You can start by reading the paper from Reynard, Gervitz, Berlow et. al (2011) in Psychophysiological Biofeedback. The article is called Heart Rate Variability as a Marker of Self-Regulation.

The article itself summarizes a lot of the finding, BUT it obviously links to a long list of articles who explain the biological, physiological and psychological background at length. Please don't ask me to link all the articles I have on that topic individually and research it for yourself a little. The articles cited in this article are a good start, but there are much better biological papers I have to admit.

My offer for the Amen article and its content list still stand. I'll have to find the email with his article but I know I still have it. However, it's like 2 AM here already and I think I won't look that up tonight. So get back to me tomorrow and I'll see what I can find for you.

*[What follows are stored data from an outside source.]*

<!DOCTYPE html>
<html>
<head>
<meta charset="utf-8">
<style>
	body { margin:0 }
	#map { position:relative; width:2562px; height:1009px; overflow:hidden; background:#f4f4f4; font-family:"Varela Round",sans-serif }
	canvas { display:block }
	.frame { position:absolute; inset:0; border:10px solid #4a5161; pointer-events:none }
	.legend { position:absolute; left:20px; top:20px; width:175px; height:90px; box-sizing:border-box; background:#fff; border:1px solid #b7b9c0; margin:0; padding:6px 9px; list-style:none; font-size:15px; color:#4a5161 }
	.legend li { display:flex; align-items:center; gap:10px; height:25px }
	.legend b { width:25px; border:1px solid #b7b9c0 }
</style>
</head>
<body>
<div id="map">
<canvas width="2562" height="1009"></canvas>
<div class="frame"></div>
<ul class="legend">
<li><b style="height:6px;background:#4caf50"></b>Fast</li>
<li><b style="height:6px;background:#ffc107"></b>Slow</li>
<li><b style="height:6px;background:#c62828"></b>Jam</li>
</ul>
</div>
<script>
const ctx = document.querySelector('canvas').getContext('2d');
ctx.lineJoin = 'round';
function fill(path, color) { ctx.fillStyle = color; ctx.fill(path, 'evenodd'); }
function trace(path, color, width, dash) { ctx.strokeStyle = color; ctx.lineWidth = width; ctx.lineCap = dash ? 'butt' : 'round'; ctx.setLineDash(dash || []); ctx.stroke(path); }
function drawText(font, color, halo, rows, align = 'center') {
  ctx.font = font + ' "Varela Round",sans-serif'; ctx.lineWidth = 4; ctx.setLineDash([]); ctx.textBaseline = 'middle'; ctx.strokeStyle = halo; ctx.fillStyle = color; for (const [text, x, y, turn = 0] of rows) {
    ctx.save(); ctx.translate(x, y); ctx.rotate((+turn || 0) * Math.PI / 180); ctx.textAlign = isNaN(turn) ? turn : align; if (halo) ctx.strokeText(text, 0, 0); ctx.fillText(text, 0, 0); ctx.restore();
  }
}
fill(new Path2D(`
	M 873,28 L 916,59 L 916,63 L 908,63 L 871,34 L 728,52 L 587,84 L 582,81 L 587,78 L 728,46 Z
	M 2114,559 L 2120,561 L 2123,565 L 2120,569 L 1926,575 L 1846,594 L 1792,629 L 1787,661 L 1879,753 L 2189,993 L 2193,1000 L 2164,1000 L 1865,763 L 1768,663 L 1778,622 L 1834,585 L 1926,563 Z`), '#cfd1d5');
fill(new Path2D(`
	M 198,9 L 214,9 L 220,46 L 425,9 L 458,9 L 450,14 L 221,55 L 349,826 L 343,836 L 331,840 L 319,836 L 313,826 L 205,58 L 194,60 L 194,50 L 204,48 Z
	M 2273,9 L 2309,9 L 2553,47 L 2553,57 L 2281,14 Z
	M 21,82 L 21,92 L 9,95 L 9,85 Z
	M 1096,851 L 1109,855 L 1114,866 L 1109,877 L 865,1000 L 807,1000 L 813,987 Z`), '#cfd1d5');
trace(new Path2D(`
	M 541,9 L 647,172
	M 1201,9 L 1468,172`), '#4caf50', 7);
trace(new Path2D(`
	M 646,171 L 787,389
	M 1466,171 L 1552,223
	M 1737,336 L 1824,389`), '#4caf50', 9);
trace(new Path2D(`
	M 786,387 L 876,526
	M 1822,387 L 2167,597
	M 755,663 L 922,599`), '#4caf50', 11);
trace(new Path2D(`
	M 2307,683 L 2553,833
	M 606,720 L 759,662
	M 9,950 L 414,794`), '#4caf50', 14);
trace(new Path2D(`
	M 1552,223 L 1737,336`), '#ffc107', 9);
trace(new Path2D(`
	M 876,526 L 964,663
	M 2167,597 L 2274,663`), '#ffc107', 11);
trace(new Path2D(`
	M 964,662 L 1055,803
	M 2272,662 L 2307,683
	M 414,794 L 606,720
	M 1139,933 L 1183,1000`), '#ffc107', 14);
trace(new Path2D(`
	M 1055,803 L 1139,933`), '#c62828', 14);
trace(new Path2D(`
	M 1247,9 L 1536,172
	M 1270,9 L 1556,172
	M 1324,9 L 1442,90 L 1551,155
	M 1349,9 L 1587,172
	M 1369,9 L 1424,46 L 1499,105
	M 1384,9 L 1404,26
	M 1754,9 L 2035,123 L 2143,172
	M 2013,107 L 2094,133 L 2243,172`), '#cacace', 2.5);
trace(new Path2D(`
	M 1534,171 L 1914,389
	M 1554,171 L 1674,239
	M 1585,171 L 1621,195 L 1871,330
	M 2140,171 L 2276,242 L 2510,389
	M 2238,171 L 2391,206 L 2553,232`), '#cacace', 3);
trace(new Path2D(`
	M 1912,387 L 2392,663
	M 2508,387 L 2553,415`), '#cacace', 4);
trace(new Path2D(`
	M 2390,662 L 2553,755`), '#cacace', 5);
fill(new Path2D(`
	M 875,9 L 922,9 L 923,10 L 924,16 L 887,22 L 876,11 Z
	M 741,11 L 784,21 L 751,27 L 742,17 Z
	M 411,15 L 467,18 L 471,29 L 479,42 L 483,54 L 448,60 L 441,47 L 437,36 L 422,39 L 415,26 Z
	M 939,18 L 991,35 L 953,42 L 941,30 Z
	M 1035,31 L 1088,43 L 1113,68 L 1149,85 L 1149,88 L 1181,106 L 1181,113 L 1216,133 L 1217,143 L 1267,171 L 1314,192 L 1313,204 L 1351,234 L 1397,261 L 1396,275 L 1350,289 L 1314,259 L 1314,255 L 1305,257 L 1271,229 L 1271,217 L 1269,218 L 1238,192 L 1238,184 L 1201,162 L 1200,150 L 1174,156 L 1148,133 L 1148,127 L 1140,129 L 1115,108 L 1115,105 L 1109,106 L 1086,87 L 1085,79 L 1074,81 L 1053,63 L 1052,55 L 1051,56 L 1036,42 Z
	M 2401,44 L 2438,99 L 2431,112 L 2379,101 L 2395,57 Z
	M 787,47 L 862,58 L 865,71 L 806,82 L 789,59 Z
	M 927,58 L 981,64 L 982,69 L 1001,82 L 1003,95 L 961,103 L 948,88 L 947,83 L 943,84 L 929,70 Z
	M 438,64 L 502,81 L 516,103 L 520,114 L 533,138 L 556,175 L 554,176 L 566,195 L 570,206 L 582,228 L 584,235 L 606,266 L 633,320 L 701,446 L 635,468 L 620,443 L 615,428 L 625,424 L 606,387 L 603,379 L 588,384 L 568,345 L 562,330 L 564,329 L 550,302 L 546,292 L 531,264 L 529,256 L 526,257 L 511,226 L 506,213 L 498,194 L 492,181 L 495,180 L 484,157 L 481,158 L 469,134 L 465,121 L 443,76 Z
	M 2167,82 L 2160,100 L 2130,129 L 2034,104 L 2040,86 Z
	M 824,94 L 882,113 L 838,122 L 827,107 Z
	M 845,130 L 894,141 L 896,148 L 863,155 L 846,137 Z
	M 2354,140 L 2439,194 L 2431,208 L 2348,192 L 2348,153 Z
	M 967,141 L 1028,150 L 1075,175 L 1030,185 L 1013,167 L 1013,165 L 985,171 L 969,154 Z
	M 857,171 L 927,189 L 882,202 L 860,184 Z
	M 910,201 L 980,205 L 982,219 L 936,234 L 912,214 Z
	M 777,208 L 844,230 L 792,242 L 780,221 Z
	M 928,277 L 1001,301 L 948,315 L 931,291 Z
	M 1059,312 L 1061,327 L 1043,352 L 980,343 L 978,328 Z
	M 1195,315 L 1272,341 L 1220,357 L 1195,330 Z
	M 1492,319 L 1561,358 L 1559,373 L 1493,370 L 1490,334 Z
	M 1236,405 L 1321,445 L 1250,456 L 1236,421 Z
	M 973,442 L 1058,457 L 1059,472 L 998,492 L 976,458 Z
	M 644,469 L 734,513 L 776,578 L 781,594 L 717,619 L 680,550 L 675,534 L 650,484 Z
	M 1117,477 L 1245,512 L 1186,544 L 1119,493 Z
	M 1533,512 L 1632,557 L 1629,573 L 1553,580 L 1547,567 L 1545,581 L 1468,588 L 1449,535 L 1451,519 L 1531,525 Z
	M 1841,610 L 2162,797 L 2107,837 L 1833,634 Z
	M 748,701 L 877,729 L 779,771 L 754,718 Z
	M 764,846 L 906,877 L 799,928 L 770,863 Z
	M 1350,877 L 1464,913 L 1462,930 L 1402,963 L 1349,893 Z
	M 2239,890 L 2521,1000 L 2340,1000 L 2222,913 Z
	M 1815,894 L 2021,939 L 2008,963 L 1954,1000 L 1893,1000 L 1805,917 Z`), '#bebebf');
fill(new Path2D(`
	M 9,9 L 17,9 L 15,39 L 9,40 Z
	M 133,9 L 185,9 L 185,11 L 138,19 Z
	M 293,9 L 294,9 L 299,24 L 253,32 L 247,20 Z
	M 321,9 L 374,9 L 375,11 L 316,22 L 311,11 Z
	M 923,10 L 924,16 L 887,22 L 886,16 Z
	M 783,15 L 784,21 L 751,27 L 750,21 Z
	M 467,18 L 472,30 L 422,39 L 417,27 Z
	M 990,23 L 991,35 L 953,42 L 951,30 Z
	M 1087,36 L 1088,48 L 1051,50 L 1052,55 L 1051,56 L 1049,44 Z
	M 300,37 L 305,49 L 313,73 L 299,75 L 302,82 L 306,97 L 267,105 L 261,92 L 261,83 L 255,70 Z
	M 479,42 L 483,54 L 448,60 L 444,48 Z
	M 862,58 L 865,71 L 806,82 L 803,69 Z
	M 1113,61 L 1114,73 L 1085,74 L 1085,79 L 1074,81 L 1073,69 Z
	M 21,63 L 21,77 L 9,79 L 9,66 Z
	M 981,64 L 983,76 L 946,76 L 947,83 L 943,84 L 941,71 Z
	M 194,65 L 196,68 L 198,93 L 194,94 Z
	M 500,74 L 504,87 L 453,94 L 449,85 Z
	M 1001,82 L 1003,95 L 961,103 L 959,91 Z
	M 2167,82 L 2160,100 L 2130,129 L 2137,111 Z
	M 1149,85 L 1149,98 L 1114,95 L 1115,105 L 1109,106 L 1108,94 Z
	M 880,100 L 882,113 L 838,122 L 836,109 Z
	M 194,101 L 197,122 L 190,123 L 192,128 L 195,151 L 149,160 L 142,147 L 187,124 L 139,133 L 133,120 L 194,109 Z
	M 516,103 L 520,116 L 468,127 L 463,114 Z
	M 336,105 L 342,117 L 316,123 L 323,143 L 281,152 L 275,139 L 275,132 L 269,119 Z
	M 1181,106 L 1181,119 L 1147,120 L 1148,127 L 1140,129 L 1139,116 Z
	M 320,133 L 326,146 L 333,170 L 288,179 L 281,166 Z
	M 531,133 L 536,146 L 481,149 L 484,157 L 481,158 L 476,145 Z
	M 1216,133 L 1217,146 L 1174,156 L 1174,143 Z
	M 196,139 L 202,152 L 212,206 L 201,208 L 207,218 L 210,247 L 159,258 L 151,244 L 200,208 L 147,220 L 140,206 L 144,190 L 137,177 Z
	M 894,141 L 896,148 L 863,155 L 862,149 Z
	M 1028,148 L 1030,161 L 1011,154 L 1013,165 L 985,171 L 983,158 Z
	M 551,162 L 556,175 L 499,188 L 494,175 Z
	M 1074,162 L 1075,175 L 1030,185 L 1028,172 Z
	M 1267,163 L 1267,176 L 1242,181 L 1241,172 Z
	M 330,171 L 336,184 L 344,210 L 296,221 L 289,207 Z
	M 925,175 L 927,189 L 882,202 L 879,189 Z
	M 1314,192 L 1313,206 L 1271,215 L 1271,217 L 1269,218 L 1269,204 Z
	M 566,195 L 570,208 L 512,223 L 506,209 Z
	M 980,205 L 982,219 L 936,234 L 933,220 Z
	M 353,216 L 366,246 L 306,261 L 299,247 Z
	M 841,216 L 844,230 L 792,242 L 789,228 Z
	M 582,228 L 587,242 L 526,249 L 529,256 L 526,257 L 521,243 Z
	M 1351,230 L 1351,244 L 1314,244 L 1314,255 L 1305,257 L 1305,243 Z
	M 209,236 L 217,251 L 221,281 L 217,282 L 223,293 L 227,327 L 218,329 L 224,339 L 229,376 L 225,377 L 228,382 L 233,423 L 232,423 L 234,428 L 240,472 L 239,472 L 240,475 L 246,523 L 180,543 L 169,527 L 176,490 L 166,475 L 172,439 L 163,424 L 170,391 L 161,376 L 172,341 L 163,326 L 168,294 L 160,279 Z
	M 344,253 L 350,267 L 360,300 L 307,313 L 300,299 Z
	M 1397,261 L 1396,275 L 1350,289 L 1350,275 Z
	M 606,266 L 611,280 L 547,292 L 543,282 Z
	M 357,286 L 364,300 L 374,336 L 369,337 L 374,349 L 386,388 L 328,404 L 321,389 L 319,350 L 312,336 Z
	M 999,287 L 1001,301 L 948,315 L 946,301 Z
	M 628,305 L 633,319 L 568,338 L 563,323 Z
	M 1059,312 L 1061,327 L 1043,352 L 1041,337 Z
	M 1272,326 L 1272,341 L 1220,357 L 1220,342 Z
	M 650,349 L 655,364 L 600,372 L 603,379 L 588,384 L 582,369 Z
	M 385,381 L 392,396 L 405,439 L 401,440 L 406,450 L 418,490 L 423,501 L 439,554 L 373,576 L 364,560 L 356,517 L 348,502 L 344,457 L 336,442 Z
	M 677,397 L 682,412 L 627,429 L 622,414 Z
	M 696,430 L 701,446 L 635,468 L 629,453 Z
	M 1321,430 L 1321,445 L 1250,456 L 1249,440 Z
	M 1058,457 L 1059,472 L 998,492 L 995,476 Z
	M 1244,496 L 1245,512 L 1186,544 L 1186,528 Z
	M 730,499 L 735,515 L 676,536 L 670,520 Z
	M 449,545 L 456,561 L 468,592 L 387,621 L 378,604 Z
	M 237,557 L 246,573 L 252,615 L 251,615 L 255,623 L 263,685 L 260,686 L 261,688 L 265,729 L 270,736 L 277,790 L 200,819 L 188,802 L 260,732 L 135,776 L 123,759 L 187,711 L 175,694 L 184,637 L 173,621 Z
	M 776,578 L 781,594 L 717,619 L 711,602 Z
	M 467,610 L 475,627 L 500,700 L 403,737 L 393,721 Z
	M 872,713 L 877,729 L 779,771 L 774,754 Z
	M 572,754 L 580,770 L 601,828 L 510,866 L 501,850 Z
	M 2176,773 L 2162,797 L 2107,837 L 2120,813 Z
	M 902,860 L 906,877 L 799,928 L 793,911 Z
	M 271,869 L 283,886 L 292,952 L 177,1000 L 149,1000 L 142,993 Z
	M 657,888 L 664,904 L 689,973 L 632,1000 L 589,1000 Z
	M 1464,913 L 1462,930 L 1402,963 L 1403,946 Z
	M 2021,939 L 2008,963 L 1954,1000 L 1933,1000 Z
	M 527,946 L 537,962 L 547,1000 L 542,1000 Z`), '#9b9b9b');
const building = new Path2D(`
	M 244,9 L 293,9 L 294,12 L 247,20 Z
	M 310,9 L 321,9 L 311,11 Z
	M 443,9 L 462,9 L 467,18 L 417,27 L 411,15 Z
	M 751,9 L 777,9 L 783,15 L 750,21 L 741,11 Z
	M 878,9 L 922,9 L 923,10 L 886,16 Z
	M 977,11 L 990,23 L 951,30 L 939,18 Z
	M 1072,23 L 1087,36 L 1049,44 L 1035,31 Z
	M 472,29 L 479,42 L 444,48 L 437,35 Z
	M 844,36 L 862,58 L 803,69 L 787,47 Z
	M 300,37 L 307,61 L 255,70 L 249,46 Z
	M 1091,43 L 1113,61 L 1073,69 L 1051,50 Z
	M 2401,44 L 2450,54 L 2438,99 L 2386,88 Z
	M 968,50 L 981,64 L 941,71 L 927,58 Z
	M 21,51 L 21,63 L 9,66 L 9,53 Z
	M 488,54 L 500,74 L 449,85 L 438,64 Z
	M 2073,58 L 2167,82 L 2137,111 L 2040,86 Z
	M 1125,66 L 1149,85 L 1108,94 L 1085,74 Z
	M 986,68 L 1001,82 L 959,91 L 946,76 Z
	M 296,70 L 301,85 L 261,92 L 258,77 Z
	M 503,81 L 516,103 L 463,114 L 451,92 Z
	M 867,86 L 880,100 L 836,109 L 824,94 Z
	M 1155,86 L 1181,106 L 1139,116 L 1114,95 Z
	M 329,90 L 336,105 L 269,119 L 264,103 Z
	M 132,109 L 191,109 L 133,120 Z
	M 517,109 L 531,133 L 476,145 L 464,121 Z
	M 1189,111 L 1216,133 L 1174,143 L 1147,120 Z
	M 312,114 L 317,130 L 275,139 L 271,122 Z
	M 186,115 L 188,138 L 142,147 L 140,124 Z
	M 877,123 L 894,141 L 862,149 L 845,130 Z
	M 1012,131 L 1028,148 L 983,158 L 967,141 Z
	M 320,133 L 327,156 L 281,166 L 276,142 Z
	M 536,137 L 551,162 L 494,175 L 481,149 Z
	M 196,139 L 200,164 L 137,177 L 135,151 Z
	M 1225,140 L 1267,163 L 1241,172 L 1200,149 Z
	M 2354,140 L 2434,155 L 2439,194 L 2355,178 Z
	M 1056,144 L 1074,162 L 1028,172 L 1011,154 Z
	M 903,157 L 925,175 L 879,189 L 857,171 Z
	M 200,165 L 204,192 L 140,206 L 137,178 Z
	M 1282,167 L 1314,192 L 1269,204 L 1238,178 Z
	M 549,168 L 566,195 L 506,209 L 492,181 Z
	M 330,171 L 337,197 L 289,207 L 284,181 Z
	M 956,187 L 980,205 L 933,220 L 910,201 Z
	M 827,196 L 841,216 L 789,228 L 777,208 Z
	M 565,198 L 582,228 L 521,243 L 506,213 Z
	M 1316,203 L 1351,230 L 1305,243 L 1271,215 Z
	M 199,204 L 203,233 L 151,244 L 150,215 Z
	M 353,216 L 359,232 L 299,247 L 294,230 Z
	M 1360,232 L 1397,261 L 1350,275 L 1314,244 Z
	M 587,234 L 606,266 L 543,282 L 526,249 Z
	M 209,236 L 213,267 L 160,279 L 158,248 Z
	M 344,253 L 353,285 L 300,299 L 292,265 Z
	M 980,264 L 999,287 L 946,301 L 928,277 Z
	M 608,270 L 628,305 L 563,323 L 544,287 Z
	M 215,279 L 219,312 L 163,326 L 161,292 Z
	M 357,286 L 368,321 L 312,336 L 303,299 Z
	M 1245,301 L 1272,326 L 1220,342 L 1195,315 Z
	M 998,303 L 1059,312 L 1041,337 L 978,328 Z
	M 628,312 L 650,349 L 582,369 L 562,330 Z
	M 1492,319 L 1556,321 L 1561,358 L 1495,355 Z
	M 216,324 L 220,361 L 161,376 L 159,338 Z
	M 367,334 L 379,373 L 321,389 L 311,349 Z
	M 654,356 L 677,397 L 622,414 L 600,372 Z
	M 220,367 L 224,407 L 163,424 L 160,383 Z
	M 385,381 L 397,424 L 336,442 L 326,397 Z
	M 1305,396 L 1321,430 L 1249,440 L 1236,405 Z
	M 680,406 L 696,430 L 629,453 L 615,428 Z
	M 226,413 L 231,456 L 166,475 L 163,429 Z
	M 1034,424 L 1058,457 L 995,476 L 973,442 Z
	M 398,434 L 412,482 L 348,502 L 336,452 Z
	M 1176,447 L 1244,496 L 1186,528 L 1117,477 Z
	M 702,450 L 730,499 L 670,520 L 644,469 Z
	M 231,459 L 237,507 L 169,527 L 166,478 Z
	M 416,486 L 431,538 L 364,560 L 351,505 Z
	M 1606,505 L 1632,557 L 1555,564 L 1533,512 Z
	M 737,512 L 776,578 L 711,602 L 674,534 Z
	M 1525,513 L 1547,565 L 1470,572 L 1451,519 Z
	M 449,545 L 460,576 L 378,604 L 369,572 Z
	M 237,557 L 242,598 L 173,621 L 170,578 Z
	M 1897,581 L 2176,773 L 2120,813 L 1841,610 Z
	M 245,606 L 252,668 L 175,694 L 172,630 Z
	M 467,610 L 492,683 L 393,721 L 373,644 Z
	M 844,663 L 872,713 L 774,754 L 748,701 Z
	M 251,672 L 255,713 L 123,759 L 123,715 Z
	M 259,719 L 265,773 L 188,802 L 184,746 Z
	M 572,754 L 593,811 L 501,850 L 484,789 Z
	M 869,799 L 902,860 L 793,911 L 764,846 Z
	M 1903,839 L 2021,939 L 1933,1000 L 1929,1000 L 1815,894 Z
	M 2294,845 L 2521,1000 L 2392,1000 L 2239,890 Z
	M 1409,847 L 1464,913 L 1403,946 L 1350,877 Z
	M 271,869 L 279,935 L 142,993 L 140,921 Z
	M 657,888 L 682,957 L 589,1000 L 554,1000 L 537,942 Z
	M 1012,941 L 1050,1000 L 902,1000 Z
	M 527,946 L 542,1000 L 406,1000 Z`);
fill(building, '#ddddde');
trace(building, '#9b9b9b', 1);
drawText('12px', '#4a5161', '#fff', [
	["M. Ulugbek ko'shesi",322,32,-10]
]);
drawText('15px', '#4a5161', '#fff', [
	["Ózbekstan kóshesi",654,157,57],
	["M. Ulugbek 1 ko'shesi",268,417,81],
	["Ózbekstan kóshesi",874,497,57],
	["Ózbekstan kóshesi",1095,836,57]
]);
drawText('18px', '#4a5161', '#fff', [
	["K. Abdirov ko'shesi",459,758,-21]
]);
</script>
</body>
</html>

If you are interested in diet effect mood there are really interesting studies with parasites, like the mildew mushroom. It can produce human hormones like estrogen or melatonin. So the parasite can induce sleep or sleep disorders. It also likes to make hormones that increase hunger so you keep feeding it before it moves to the next target.

Of course, in this case this would be an effect of diet in conjunction with a parasite, but diet in general can have effect on mood too.

We can argue about the magnitude of the effect on the human psyche, nonetheless the positive or negative effects of diet on the physiological function of the human body are undeniable.

The better the foundation, the better your likelihood to stay healthy (physically and mentally). You are what you eat is a maxim that holds true, however, I won't claim that you'll get depression just because you eat a certain type of food. No one can proof that beyond a doubt. We can just show that consumption of certain macro (or micro-nutrients) correlates with certain symptoms of certain disorders.

Good luck actually finding the causal relations. That's a different beast to slay.